(Collection entries)
-- Opening Marker --

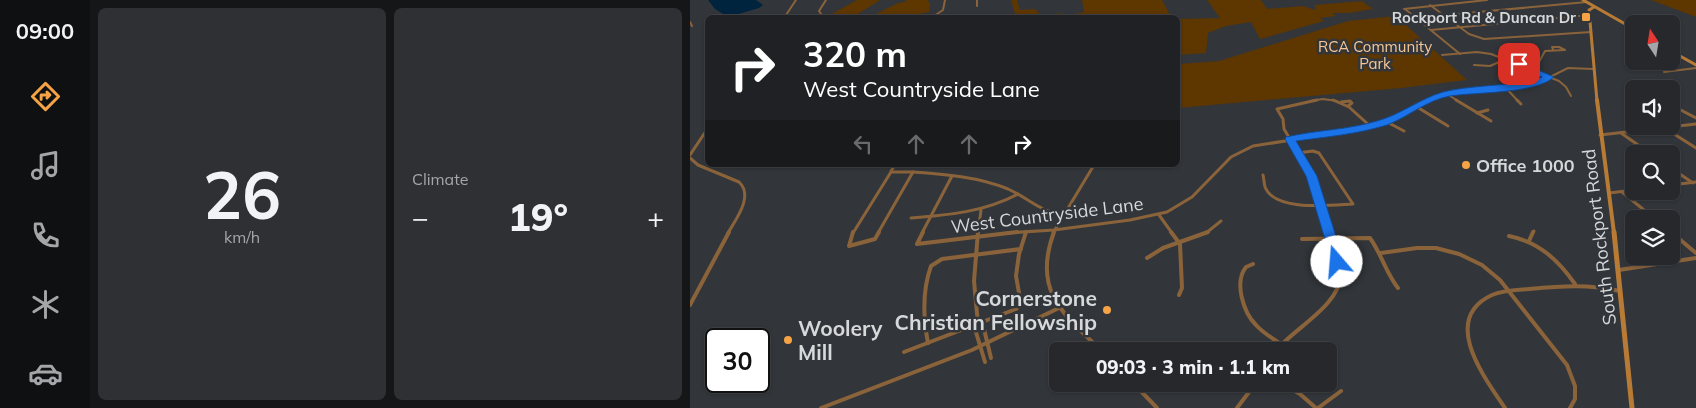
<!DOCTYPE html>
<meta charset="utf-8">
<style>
body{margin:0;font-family:Mulish,sans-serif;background:#2e3034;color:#f1f3f6;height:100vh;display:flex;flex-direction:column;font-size:19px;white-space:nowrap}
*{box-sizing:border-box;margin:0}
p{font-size:16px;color:#a4a6a9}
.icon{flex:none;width:28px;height:28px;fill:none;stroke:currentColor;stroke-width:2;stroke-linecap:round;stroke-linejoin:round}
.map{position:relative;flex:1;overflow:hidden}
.drawer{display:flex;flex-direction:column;gap:8px;padding:8px;background:#151618;width:600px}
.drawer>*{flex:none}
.top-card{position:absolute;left:15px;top:15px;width:475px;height:152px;border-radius:8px;box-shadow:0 1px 4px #0004,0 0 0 1px #424448;background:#202124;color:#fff;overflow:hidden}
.needle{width:32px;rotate:348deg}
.fabs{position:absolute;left:935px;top:15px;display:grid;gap:10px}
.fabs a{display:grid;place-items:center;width:55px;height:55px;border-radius:8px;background:#26282c;box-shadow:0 1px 4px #0004,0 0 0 1px #424448;font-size:25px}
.speed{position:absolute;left:15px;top:328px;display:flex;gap:10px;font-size:25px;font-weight:700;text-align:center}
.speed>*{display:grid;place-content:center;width:65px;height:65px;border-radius:50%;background:#26282c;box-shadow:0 1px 4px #0004,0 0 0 1px #424448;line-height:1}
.speed .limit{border:2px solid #111;border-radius:8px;background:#fff;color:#111}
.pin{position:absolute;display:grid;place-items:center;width:42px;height:42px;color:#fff;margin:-21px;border-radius:10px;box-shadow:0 2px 8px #0006}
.me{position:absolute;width:55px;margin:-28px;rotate:342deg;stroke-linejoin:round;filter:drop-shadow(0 0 4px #0008)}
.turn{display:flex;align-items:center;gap:18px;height:105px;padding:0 15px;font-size:22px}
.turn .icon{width:65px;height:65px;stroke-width:2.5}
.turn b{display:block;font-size:35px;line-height:42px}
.lanes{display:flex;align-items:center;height:48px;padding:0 15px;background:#0003;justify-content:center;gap:25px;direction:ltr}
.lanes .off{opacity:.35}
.big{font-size:38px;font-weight:800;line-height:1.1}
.drawer .widget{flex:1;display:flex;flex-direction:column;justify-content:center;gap:8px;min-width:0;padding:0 18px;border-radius:8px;background:#2e3034}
.drawer .dial{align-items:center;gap:0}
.dial b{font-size:65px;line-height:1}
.heat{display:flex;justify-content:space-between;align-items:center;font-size:28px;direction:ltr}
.drawer .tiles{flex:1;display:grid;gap:8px;grid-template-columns:repeat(2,1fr)}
.trip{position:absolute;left:359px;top:342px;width:288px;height:50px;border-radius:8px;background:#26282c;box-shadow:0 1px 4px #0004,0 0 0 1px #424448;font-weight:800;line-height:50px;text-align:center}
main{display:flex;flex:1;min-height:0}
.menu{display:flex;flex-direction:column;width:90px;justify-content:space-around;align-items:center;background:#0f1012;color:#a4a6a9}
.menu .icon{width:35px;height:35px}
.menu .current{color:#f5a345}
.menu b{font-size:22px;color:#f1f3f6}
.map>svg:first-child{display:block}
.green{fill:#5d3600}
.water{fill:#00243e}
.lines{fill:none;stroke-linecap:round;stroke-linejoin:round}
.street-far2{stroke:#8a633b;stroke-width:2}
.street-far1{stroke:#8a633b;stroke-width:3}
.street{stroke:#8a633b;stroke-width:4}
.secondary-far2{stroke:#b87b36;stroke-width:3}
.secondary-far1{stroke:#b87b36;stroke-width:4}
.secondary{stroke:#b87b36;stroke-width:5}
.route{fill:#1a73e8;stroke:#114b97}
.poi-dot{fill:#f5a345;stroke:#32363a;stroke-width:2}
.labels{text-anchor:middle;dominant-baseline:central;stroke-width:5;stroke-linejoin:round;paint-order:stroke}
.far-poi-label{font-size:15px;font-weight:bold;fill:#d6d8da;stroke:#32363a;text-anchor:end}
.far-park-label{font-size:15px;fill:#f6c797;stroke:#32363a}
.poi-label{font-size:18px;font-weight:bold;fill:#d6d8da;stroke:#32363a;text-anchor:start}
.street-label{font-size:18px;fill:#d6d8da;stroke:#32363a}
.near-poi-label{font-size:21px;font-weight:bold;fill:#d6d8da;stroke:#32363a;text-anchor:end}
</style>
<main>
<nav class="menu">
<b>09:00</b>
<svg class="icon current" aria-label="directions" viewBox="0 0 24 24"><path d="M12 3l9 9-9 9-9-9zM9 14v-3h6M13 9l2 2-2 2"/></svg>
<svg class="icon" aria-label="music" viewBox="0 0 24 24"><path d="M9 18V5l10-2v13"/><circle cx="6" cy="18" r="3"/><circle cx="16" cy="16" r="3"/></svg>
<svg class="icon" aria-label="phone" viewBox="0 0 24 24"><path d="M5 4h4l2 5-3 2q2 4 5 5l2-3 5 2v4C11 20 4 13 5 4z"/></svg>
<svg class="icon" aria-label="climate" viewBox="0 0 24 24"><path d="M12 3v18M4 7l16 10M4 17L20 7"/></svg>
<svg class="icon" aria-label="car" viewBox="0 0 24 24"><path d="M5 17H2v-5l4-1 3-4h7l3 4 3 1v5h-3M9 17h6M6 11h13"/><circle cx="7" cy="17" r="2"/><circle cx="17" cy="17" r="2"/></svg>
</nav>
<section class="drawer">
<div class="tiles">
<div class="widget dial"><b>26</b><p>km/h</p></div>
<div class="widget"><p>Climate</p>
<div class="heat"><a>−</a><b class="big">19°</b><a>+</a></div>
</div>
</div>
</section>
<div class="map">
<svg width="1006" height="408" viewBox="0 0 1006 408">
<rect width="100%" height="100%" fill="#32363a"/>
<g class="green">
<polygon points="167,0 190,0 163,17 136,17"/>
<polygon points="216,0 237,0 240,3 239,12 214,17 180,17 208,3 215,2"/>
<polygon points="321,0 327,0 330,10 345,9 349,13 346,17 370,13 375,16 394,12 392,0 472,0 481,17 326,17"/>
<polygon points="517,0 571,0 577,9 613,6 625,10 625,5 672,1 683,9 659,13 642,13 646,16 630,18 634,21 570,39 561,22 536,26 518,33 516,53 488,55 488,19 530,18"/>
<polygon points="961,0 1006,0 1006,17"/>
<polygon points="706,16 777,80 711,88 488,108 488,64 529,61 658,21"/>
</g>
<polygon class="water" points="18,0 66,0 73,5 69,8 38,17 25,9"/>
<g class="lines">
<g class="street-far2">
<polyline points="287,0 287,6"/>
<polyline points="740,5 779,34 794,39 901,32"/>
<polyline points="714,9 797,0"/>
<polyline points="715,9 770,54"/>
<polyline points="756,15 897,2"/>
<polyline points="94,18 106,0"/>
<polyline points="134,18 129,11 136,0"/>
<polyline points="241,18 253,10 255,0"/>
<polyline points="0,22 2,26"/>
<polyline points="741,30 900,15"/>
<polyline points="811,47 822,54 823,57 819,60"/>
<polyline points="752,55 787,52 801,54 869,81 876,87 881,96"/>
<polyline points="784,65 800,66 816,59"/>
<polyline points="840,69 848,64 855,51 875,50 869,47 862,47 863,49"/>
<polyline points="974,72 1006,68"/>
<polyline points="816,88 828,101"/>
<polyline points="757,94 768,101"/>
<polyline points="620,101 633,99 647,101"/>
<polyline points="738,101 757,94 846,84 878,68 903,69"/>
</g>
<g class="street-far1">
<polyline points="627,100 587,109 593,119 594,129 622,176 638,233"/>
<polyline points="643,100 659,107 680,126"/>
<polyline points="766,100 801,121"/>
<polyline points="827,100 831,104"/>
<polyline points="651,102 660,101 662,103 658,106"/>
<polyline points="983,106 1006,118"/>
<polyline points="727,107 758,126"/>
<polyline points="941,107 944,108"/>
<polyline points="787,113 798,110"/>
<polyline points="697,122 714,131"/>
<polyline points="973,127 1006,148"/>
<polyline points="931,133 961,154"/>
<polyline points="910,135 1006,124"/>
<polyline points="0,155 18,128"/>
<path d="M0 158 8 165 49 182C64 196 46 219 38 233"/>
<polyline points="981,168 1003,183"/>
<polyline points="201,171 205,165"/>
<path d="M223 172C254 174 289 177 318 189 340 199 348 211 374 215"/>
<path d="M573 175C574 179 574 183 575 187 585 212 641 205 663 204L629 153 623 151 608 153"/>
<polyline points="981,185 1006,182"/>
<polyline points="932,192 965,219"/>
<polyline points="919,193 944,190"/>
<polyline points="469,215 482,233"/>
<path d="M221 218C259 215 294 212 328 194"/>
<polyline points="981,232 983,233"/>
<polyline points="163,233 201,172 223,172"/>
<polyline points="188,233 223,172"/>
<polyline points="232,233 262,176"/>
<polyline points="288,233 291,210"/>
<polyline points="316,233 364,230 440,220 477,212 502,197 541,157 563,146 660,131 687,124 708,117 741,100"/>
<polyline points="363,233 404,165"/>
<polyline points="516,233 531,221"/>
<polyline points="843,233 844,231"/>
</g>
<g class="street">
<polyline points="163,232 159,246 185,239 189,232"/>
<polyline points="233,232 227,244 327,232"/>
<polyline points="288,232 284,281 288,324 285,329 295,362"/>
<path d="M364 232C342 291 373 314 412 351"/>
<polyline points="481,232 490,244 492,288 489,295"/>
<polyline points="981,232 1006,253"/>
<path d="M819 236C849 242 868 260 885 284"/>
<path d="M612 239 680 238C692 255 696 273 708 288"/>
<polyline points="839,241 843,232"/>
<polyline points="691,253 727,248 746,248 769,254 792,265 810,280 877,365 885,386 885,399 880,408"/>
<polyline points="457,258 473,248 518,232"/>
<path d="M563 264 556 267C544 282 553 312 566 325 573 333 582 338 591 344"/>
<polyline points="929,270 1006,258"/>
<polyline points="0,305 39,232"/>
<polyline points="288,324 293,325 301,358"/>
<path d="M238 343C233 317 232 291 241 266L252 259 331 249"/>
<path d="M586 351C601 330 652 305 650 274 648 260 642 245 638 232"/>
<polyline points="214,352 326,309 331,304 326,276 329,254 336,232"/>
<polyline points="444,384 467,408"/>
<polyline points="592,384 610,394 626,408"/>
<polyline points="131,408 282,350 369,308"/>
<polyline points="547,408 565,384"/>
<polyline points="628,408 651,391"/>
<path d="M815 408C794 377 750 319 802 295 813 290 827 290 839 289 871 286 899 284 930 291"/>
</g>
<g class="secondary-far2">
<polyline points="893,0 944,29"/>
<polyline points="904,7 899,10 907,101"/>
<polyline points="981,51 1006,65"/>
</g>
<polyline class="secondary-far1" points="907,100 924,233"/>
<polyline class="secondary" points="924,232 942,408"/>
</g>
<path class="route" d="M826 63H832L864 77C845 94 786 92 760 96 737 100 718 117 697 125 668 134 636 137 606 141L627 176 654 262 652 266H643L616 176 595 139 596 137C626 130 657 130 687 121 710 115 729 99 753 92 776 86 815 85 840 82L852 77 826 66Z"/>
<g class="poi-dot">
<rect x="891" y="12" width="10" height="10" rx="2.5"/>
<circle cx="776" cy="165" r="5"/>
<circle cx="417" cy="310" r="5"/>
<circle cx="98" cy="340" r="5"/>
</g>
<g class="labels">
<g class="far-poi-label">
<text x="886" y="17">Rockport Rd &amp; Duncan Dr</text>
</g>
<g class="far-park-label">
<text x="685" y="46">RCA Community<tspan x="685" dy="17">Park</tspan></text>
</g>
<g class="poi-label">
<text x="786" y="165">Office 1000</text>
</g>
<g class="street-label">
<text transform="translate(357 215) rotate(-7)">West Countryside Lane</text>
<text transform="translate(909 237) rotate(-97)">South Rockport Road</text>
</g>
<g class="near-poi-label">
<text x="407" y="298">Cornerstone<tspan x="407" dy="24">Christian Fellowship</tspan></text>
<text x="108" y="328" text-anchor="start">Woolery<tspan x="108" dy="24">Mill</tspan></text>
</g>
</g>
</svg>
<div class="fabs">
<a><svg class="needle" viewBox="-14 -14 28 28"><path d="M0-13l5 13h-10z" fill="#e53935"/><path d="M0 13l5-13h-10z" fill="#a4a6a9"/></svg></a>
<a><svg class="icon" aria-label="sound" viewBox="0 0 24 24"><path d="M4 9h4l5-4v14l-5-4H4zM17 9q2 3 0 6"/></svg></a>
<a><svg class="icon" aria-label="search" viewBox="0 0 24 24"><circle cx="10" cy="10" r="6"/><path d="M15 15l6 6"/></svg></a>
<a><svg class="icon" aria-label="layers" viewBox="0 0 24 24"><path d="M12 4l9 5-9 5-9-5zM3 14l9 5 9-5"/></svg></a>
</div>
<div class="speed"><div class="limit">30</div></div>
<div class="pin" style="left:829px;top:64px;background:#d93025"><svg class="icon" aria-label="arrive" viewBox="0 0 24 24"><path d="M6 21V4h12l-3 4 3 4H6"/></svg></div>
<svg class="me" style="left:647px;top:262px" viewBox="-20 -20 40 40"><circle r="19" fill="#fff"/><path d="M0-13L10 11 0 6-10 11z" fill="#1a73e8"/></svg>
<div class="trip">09:03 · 3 min · 1.1 km</div>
<div class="top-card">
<div class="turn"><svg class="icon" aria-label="right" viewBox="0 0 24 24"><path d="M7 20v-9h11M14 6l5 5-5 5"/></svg><div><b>320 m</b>West Countryside Lane</div></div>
<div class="lanes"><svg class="icon off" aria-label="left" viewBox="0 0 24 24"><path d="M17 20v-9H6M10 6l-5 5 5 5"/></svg><svg class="icon off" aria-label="ahead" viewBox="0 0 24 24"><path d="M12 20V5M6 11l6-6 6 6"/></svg><svg class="icon off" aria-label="ahead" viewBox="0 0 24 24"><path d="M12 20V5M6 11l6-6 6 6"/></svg><svg class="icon" aria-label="right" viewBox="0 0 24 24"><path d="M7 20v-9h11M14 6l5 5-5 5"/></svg></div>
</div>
</div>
</main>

-- Closing Marker --

Identify the lines of the data that contain the word "linejoin". Copy each of them.

### [SOLVED EXERCISE]
.icon{flex:none;width:28px;height:28px;fill:none;stroke:currentColor;stroke-width:2;stroke-linecap:round;stroke-linejoin:round}
.me{position:absolute;width:55px;margin:-28px;rotate:342deg;stroke-linejoin:round;filter:drop-shadow(0 0 4px #0008)}
.lines{fill:none;stroke-linecap:round;stroke-linejoin:round}
.labels{text-anchor:middle;dominant-baseline:central;stroke-width:5;stroke-linejoin:round;paint-order:stroke}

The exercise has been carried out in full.